Extensive searching of several online psilocybin truffle e-commerce sites failed to find any cited literature to back up claims of similar chemical composition in both psilocybin truffles and psilocybin mushrooms. One website bases its claims only on the statement (with no reference) “Some people state that magic truffles are less potent than magic mushrooms. However, as both are simply different parts of the same organism, they both contain the exact same psychoactive alkaloids—psilocybin, psilocin, and baeocystin being the most prominent. Therefore, we can assume that they have the same potency.”

It may be true that the chemical content of psilocybin truffles is the same as magic mushrooms. However, until science disproves or confirms the assumption, it remains a mystery. A search of the scholarly literature found two 2018 studies that examined the effects of psilocybin truffles. Fortunately, the researchers analyzed the compounds in psilocybin truffles as part of their study design.
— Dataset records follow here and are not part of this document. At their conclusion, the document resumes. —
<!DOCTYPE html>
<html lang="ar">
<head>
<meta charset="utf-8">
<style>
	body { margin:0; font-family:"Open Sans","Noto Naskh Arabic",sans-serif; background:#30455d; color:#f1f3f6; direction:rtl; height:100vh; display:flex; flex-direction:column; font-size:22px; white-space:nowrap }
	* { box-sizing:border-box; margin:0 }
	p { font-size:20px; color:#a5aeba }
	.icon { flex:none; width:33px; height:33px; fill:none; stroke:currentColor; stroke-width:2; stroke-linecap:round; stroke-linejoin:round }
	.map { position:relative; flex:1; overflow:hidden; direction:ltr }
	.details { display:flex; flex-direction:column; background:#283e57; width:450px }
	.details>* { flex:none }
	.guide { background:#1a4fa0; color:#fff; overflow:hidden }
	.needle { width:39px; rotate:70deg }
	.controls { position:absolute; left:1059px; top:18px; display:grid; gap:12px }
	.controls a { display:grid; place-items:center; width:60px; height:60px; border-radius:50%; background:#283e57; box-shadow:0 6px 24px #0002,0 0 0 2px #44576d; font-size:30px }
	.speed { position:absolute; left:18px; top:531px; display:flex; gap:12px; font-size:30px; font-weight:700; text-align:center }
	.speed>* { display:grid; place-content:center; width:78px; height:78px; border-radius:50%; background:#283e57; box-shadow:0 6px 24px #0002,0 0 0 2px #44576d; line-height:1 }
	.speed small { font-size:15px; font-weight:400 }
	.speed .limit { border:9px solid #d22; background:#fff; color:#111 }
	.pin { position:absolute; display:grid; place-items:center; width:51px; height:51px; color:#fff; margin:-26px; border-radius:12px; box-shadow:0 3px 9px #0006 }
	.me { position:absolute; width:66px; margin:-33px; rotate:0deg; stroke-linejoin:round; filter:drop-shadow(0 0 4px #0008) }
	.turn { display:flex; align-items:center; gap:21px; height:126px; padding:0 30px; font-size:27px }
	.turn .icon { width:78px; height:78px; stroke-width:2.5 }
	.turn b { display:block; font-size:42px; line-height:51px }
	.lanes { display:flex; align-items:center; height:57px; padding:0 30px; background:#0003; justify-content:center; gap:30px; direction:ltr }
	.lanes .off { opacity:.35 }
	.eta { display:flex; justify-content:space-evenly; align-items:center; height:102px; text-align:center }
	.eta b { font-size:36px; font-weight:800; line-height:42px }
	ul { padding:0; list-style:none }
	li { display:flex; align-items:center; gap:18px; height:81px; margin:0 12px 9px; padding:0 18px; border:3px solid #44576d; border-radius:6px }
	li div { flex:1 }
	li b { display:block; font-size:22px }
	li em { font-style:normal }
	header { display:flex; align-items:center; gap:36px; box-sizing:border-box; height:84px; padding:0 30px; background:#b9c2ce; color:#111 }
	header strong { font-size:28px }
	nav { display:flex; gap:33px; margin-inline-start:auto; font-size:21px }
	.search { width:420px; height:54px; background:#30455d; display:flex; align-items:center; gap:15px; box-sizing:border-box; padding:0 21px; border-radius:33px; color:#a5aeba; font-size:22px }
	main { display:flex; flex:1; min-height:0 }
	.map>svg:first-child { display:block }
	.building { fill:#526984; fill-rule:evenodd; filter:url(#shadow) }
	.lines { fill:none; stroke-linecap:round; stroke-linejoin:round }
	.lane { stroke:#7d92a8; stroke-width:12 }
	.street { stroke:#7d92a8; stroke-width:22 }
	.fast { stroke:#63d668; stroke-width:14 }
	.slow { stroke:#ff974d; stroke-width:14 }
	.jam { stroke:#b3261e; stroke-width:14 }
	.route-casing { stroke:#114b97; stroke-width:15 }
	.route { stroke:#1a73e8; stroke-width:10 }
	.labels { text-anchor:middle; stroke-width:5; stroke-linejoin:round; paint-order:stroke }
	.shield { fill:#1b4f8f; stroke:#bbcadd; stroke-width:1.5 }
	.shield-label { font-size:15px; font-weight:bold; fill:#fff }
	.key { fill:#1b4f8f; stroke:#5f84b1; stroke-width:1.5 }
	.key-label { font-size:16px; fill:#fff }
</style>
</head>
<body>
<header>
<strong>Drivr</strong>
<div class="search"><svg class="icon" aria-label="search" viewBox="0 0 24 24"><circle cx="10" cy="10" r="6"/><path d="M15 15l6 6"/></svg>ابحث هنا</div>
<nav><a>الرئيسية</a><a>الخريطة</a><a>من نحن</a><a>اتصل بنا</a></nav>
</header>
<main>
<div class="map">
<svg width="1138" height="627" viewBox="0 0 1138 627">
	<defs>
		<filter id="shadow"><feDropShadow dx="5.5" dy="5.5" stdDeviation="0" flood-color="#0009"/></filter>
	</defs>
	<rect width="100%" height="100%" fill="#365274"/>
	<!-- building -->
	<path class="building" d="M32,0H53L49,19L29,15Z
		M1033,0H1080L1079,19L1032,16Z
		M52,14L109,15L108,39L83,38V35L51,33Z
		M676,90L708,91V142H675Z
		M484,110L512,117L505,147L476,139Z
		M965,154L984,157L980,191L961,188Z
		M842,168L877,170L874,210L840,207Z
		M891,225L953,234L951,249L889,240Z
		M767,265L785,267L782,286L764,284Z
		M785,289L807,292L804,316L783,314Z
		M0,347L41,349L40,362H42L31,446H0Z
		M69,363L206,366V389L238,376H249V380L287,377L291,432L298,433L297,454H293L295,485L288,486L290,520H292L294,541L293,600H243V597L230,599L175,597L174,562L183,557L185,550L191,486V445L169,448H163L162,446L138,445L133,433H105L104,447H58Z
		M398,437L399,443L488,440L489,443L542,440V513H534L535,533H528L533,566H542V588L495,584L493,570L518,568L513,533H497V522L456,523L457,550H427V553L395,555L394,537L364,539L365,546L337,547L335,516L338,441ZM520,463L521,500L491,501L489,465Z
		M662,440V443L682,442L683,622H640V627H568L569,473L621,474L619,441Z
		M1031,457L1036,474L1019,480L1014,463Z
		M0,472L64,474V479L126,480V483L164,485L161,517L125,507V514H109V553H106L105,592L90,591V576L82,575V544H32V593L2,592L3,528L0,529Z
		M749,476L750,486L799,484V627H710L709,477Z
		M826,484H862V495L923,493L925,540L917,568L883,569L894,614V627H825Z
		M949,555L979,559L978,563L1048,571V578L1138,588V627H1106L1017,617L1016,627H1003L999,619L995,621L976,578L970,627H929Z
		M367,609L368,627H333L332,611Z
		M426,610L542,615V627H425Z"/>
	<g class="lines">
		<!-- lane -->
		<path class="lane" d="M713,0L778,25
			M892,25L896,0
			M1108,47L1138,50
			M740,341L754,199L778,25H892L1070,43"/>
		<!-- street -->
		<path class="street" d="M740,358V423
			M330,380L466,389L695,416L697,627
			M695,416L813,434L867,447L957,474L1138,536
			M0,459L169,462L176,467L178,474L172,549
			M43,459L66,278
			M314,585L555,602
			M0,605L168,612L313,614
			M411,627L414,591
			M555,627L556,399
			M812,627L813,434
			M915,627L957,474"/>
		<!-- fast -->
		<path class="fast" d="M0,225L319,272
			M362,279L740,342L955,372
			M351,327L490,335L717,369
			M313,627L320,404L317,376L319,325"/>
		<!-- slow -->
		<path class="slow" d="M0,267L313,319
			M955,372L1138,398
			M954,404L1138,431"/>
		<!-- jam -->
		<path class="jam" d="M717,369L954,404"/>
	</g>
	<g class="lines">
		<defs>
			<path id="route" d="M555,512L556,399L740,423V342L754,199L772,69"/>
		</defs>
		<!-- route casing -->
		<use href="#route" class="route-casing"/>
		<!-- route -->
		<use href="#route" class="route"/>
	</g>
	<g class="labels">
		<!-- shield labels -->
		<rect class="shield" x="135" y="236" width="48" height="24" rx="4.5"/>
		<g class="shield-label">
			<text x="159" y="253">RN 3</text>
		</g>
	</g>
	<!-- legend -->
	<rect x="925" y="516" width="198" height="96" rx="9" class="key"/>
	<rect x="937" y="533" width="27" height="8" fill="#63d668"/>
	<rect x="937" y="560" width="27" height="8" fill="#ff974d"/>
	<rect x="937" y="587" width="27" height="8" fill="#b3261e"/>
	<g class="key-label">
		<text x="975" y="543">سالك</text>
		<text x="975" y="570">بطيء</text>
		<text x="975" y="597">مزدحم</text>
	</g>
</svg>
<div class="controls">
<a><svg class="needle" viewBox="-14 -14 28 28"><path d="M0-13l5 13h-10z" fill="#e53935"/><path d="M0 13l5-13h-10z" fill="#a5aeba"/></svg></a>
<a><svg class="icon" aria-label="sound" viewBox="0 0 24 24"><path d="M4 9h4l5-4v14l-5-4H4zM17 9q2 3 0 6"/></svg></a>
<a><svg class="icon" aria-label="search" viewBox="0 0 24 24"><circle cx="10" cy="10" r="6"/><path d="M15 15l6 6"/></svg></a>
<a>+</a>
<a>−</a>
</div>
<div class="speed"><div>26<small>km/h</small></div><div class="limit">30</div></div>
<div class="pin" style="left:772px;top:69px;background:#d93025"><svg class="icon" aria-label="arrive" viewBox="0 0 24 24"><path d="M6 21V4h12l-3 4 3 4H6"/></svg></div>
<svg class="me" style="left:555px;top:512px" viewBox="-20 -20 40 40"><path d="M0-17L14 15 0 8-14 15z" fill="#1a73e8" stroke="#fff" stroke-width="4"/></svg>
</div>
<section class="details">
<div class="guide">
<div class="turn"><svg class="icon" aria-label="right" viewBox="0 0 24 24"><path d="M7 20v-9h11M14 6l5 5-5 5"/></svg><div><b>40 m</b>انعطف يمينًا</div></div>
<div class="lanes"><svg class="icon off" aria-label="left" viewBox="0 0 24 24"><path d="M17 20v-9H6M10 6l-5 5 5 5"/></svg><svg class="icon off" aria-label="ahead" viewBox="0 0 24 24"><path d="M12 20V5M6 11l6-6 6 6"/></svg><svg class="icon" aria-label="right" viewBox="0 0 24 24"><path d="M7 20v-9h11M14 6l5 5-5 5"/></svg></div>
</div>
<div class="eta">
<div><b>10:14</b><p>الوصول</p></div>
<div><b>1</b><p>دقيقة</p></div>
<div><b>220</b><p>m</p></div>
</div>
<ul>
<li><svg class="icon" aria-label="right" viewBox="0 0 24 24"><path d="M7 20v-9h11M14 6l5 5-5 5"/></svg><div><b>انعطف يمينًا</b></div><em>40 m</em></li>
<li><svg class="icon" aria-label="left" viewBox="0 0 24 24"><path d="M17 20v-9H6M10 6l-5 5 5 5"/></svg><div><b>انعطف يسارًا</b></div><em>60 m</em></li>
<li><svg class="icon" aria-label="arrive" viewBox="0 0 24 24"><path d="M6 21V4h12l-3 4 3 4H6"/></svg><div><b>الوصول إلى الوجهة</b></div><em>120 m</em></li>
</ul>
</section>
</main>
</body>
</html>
  • One study averaged three samples of psilocybin truffles for four alkaloids known to be in the fruiting bodies.2 The concentrations were almost identical for the three samples. The averages were:
    • Psilocybin = 1,595 µg/g
    • Psilocin = 85 µg/g
    • Baeocystin = 31 µg/g
    • Norbaeocystin = 8 µg/g
  • Another study analyzed a 15 g sample of truffles from Psilocybe Hollandia for the amounts of psilocybin and psilocin:3
    • psilocybin = 1.9 mg
    • psilocin = 10.5 mg

The analysis of the second truffle sample is particularly intriguing. The amount of psilocin is over five times that of psilocybin. In contrast to truffles, magic mushrooms usually contain less psilocin than psilocybin, sometimes only trace amounts.4 Do these data suggest that some psilocybin truffles are a better source of psilocin than psilocybin mushrooms?

Conclusion

Magic truffles are finding their way into scientific studies as a source of psychedelic compounds. There is even less understanding about the chemical makeup of psilocybin truffles than psilocybin mushrooms. And, there appears to be an assumption that they contain the same compounds in equal amounts. Using magic truffles in human studies adds an uncontrolled variable that can affect the results. More research is needed on the compounds in magic truffles (and magic mushrooms) to understand how they can be used to the greatest benefit.

    References
  1. Gartz J. Analysis of aeruginascin in fruit bodies of the mushroom Inocybe aeruginascens. International Journal of Crude Drug Research. 1989;27(3):141-144. doi:10.3109/13880208909053954
  2. Prochazkova L, Lippelt DP, Colzato LS, Kuchar M, Sjoerds Z, Hommel B. Exploring the effect of microdosing psychedelics on creativity in an open-label natural setting. Psychopharmacology. 2018;235(12):3401-3413. doi:10.1007/s00213-018-5049-7
  3. Mason NL, Mischler E, Uthaug MV, Kuypers KPC. Sub-Acute Effects of Psilocybin on Empathy, Creative Thinking, and Subjective Well-Being. Journal of Psychoactive Drugs. February 2019:1-12. doi:10.1080/02791072.2019.1580804
  4. Stamets P, Weil A. Psilocybin Mushrooms of the World: An Identification Guide. First Edition. Berkeley, Calif: Ten Speed Press; 1996.